Pero entonces, ¿a qué hace referencia exactamente este término?

A decir verdad, quizás este sea uno de los términos más amplios y ambiguos que recoge nuestro diccionario, ya que alega a un campo intangible que todos reconomos como inherente en las sociedades pero que varía según el contexto en el que lo situemos. La RAE, por su cuenta, define cultura como: «conjunto de conocimientos que permite a alguien desarrollar su juicio crítico», al igual que habla de: «conjunto de modos de vida y costumbres, conocimientos y grado de desarrollo artístico, científico, industrial, en una época, grupo social, etc.» en su segunda acepción. A este respecto, decía el filósofo Javier Gomá que «las palabras más trascendentes de un idioma y con mayor fuerza simbólica acusan una carga de ambigüedad superior, y por ese motivo, la necesidad de distinguir entre los significados y los contextos posibles se hacen en estos casos aún más apremiante». Y es que, si atendemos a esta segunda acepción del término que nos ocupa, es cierto que las gafas con las que miramos a una misma realidad pueden mostrarnos una imagen diferente dependiendo del lugar y el contexto social en el que hayamos nacido.

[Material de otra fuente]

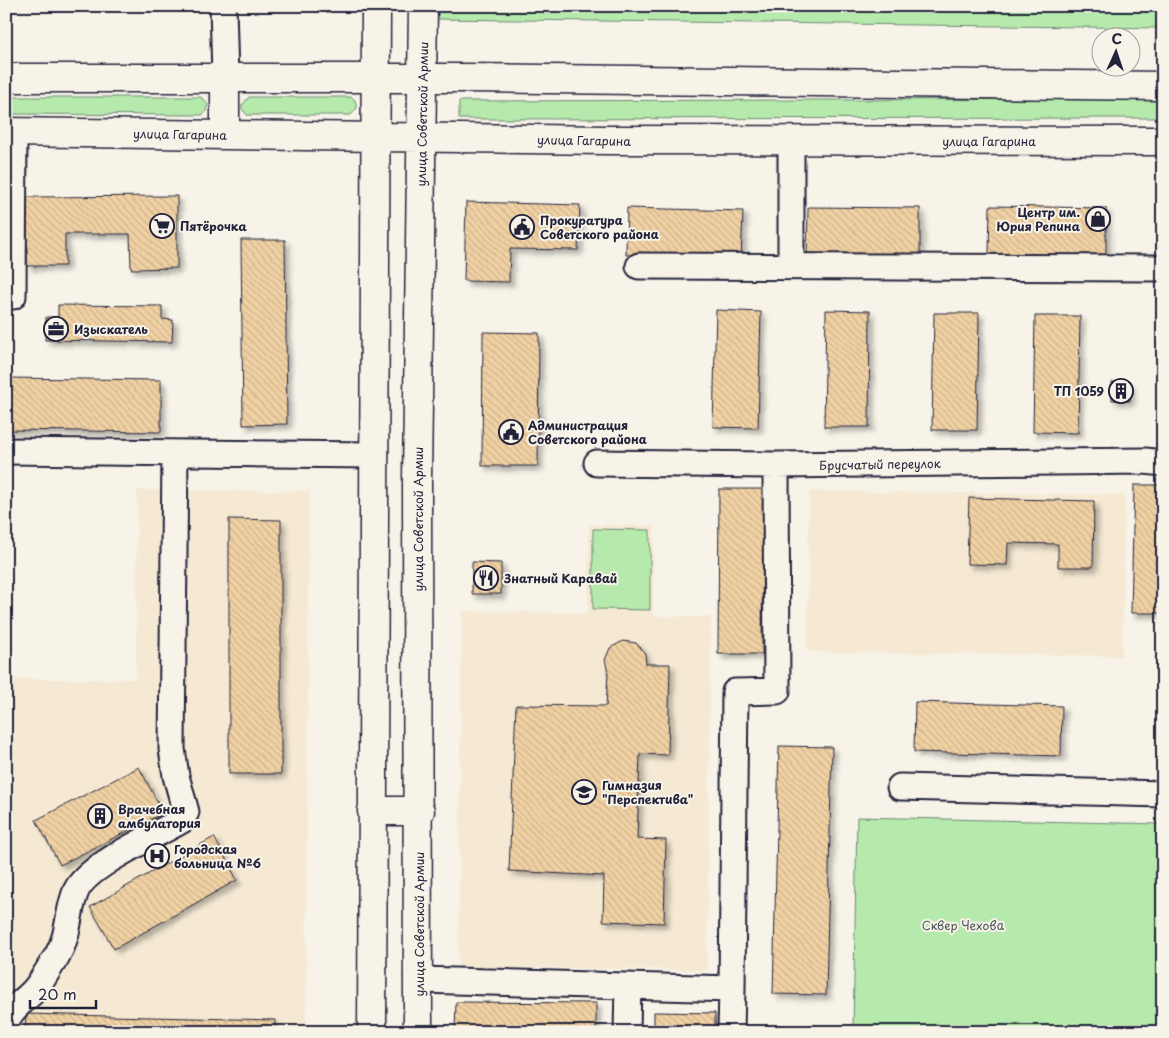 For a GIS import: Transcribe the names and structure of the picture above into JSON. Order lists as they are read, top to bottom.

Pero volviendo al tema que nos ocupa, lo que sí está claro es que las personas, por el mero hecho de serlo, hemos recurrido a esta idílica deidad alguna vez, y la prueba de ello es relacionar el término cultura con alguna de estas situaciones de nuestra vida diaria:

Cultura es el hombre que toca la guitarra en casa para amenizar con la melodía la pena que lleva dentro. Cultura es la madre que leía un cuento cada noche a su hijo. Cultura es la niña que escribió en su diario y dejó retratados los mejores momentos de su vida. Cultura es la serie que te fundiste en un fin de semana y que te ayudó a mantener tu mente ocupada. Cultura es el libro que nos zampamos hambrientos un sábado de lluvia en casa y que te ayudó a viajar a lugares inimiginables. Cultura es el invisible fotógrafo que se escondía entre las sombras y capturaba los momentos que nadie más veía. Cultura es el músico que cantaba música y tocaba corazones. Cultura es la increíble ilustradora que supo darle luz y color a la idea que llevabas dentro. Cultura es el hombre que bajaba todas las mañanas a su cafetería para leer el periódico de siempre. Cultura es ese vídeo de Youtube que te hizo reír y se olvidó de tus miserias. Cultura es esa obra de teatro que te sacó una sonrisa al retratar de forma pícara la sociedad en la que vivimos. Cultura es el niño al que sentaron a pintar para calmar su llanto y acabó convirtiéndose en pintor. Cultura es el hombre del autobús que amenizaba su trabajo escuchando su programa de radio favorito.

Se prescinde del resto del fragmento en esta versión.